**1. Getting Started**

Loading packages and reading all of the .csv files into data frames with the same names.

This notebook contains R code to make a "chalk" bracket where the favorites win every game. It works by finding all of the teams that could win each game in the tournament and giving the win to the highest rated team amongst them.

In [1]:
library(data.table)
library(tidyverse)
library(stringr)

files = list.files(path = "march-machine-learning-mania-2025")
df_names = gsub(".csv","",files)

for(i in df_names){
    filepath <- file.path("../input/march-machine-learning-mania-2025/",paste(i,".csv",sep=""))
    assign(i, fread(filepath))
}


# to see list of available data frames
#ls()

SyntaxError: invalid syntax.
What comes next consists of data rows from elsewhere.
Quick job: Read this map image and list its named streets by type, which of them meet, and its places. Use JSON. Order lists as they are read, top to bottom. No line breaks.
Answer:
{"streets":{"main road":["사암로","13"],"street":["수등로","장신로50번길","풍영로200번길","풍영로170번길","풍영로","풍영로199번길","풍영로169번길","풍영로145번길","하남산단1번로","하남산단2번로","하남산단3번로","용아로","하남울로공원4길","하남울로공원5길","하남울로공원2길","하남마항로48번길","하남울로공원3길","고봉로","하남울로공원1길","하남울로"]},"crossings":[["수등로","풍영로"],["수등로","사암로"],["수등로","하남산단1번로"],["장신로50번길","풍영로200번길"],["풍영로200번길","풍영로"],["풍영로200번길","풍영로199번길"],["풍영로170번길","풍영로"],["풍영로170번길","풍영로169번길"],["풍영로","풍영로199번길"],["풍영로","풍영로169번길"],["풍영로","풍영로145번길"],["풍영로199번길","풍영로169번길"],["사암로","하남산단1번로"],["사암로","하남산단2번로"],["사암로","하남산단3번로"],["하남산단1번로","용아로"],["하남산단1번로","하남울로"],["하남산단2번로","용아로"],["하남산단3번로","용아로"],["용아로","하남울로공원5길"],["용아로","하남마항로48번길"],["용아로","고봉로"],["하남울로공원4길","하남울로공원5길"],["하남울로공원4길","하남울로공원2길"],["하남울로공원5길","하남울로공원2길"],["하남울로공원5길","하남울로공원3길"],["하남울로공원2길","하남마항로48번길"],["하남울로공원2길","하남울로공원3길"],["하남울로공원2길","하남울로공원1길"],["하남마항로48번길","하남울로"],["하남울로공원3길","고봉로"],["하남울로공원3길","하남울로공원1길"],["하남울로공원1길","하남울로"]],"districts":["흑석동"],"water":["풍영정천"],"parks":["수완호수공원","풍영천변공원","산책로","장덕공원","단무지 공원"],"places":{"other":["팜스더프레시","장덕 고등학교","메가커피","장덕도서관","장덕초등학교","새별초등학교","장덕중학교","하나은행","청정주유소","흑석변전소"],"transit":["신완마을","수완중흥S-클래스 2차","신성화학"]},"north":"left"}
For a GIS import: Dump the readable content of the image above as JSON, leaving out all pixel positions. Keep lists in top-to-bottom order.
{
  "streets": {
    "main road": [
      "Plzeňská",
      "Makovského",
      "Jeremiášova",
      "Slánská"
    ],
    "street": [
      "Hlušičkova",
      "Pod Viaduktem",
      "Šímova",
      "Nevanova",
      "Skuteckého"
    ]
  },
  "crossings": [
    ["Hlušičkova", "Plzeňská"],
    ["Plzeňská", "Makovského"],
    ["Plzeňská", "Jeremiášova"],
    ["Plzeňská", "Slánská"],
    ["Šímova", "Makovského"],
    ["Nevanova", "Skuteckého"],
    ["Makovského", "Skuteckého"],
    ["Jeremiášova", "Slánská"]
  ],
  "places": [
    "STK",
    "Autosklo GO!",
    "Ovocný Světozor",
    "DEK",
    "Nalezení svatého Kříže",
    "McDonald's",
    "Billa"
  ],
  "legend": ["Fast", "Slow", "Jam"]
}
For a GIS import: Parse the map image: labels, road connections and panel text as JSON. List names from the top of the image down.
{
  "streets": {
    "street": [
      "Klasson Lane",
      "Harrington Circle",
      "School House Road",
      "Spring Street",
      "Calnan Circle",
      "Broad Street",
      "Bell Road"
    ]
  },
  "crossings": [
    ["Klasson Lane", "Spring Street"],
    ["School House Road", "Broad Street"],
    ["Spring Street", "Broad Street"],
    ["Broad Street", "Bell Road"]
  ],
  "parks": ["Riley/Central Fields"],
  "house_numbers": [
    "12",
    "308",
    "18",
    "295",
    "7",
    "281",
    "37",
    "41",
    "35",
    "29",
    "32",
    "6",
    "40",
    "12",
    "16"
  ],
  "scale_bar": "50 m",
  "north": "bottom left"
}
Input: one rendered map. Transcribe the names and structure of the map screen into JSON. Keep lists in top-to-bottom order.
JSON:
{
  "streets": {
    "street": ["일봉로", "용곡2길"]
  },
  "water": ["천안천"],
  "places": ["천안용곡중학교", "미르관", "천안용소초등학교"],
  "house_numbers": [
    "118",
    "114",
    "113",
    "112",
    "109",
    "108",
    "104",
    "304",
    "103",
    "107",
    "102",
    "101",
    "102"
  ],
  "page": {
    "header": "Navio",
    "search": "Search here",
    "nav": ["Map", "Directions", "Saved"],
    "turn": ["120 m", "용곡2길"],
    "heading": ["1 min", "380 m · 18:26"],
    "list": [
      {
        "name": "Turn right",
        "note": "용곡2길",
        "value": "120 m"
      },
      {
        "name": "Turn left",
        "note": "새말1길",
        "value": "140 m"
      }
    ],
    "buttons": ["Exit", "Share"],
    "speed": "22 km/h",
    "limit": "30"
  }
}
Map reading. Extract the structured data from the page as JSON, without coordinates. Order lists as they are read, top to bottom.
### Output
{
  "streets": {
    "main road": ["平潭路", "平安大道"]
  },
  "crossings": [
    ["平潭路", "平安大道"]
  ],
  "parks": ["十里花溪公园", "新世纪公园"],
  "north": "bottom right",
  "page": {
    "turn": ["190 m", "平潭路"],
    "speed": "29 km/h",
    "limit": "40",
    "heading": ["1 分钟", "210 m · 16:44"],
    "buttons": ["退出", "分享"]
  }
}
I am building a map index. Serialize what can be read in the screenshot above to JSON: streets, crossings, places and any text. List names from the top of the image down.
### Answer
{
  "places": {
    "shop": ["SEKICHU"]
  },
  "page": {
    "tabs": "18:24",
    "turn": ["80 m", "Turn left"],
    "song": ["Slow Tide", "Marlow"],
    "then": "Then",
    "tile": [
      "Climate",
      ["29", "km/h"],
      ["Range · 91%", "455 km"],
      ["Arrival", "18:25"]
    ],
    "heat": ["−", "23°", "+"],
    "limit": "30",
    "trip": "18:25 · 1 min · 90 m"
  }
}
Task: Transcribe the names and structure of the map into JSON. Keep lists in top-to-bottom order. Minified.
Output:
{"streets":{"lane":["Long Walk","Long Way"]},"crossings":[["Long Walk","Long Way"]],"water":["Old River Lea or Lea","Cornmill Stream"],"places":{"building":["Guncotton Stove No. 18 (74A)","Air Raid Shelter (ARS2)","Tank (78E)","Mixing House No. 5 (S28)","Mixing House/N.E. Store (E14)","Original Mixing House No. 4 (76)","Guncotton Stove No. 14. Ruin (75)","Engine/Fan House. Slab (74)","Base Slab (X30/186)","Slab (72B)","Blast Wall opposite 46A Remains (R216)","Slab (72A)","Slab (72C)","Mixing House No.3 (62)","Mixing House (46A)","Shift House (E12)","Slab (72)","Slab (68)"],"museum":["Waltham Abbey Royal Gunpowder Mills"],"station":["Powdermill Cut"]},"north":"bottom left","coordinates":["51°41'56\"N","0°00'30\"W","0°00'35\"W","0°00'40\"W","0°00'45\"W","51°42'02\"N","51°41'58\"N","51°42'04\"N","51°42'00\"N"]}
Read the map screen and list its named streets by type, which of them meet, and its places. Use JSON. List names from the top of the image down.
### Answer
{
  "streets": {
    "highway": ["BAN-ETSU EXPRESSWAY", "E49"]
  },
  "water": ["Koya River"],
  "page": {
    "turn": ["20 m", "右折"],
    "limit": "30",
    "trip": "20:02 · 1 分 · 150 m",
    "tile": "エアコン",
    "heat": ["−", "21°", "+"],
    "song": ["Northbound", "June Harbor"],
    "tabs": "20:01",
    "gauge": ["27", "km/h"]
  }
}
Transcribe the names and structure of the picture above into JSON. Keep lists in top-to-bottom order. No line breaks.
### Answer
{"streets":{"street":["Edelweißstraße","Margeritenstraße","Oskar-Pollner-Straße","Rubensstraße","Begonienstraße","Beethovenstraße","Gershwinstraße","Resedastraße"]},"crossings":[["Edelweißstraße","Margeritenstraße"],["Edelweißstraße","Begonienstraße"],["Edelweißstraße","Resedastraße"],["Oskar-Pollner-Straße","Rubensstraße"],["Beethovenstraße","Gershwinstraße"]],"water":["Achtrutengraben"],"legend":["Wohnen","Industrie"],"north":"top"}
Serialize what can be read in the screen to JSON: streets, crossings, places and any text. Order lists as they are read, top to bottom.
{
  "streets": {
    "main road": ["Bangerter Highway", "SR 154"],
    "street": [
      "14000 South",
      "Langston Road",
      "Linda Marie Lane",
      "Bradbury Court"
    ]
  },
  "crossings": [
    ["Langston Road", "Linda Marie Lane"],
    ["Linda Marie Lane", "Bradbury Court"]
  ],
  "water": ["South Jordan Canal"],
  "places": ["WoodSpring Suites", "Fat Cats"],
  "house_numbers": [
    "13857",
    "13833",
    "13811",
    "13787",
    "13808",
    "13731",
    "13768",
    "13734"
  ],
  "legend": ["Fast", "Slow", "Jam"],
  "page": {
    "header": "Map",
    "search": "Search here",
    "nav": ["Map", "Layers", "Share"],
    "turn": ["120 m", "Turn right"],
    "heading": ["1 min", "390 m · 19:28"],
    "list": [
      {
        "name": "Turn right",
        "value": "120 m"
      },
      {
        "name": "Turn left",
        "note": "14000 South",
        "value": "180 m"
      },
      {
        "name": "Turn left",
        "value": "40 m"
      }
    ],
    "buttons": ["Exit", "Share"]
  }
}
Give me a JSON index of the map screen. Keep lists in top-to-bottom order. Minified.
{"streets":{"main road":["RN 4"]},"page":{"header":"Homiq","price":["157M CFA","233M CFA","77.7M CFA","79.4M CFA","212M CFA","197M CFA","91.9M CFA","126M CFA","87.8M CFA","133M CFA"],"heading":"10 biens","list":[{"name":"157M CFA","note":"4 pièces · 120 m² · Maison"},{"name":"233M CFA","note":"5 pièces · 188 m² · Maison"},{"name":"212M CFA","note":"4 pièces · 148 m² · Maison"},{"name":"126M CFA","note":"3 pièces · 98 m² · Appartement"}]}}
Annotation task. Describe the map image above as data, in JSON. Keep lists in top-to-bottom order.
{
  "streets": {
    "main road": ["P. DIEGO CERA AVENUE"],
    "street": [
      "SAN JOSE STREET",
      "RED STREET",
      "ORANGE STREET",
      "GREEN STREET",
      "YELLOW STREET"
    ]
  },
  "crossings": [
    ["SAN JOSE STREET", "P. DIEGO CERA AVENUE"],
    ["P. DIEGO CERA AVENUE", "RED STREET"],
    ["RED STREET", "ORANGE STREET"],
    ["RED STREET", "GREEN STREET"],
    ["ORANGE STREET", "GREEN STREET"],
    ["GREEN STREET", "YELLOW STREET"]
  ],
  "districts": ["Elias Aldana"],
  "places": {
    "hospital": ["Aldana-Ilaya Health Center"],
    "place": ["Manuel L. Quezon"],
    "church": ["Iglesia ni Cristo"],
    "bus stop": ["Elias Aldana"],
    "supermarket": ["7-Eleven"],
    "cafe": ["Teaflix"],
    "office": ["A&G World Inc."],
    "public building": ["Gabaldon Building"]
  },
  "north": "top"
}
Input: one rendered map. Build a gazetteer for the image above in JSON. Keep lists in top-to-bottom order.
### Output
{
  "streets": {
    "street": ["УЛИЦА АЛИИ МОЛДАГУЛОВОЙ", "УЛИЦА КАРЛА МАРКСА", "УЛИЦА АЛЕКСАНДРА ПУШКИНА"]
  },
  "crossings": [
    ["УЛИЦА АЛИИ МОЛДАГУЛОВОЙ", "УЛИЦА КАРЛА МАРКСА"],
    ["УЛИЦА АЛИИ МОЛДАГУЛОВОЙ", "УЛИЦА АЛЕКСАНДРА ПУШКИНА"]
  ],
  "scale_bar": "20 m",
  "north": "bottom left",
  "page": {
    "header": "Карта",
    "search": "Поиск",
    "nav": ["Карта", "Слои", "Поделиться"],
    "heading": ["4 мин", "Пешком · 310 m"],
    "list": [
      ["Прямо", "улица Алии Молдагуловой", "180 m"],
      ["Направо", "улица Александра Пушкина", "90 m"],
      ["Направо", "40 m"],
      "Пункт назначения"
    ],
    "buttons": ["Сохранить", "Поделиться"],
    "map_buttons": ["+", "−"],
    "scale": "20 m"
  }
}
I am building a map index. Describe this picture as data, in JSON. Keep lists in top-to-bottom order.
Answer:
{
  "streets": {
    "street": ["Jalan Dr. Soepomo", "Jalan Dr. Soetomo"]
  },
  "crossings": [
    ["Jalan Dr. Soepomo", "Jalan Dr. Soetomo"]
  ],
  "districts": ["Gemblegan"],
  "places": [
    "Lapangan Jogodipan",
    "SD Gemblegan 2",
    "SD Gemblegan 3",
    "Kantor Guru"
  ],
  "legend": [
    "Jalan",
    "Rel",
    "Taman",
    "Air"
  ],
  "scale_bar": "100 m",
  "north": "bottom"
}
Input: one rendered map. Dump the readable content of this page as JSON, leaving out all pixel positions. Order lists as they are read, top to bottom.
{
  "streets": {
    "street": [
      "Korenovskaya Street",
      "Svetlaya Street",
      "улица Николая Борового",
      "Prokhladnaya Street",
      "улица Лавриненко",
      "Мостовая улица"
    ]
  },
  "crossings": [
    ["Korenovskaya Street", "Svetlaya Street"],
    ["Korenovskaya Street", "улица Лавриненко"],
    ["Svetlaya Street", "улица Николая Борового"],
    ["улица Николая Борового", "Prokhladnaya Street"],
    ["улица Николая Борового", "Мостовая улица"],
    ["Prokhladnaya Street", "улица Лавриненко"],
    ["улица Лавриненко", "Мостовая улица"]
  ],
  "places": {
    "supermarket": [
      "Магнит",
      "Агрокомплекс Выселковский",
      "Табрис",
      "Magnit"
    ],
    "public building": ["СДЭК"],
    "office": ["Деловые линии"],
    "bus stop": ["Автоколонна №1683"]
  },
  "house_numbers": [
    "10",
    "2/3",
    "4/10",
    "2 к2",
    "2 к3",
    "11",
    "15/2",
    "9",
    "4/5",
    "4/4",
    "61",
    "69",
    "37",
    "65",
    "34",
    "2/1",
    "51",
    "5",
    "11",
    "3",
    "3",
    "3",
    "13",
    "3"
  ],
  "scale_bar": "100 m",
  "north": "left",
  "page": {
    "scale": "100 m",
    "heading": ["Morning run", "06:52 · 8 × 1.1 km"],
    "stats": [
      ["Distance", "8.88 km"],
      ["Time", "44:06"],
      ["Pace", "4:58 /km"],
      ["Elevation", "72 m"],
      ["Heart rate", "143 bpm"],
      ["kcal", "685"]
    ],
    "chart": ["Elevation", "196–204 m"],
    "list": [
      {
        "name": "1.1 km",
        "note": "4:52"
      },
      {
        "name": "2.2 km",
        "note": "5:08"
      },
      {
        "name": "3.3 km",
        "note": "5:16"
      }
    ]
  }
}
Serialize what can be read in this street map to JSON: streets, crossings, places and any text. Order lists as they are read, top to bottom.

Perhaps you forgot a comma? (1194816113.py, line 9)

**2. Reading in Team Ratings and matching them with team IDS**

In [None]:
# from https://masseyratings.com/cbw/ncaa-d1/ratings and selecting more/export
msilver = read.csv("/kaggle/input/msilver/msilver.csv")
msilver = msilver[,c(1,14)]
colnames(msilver) = c("TeamName", "Power")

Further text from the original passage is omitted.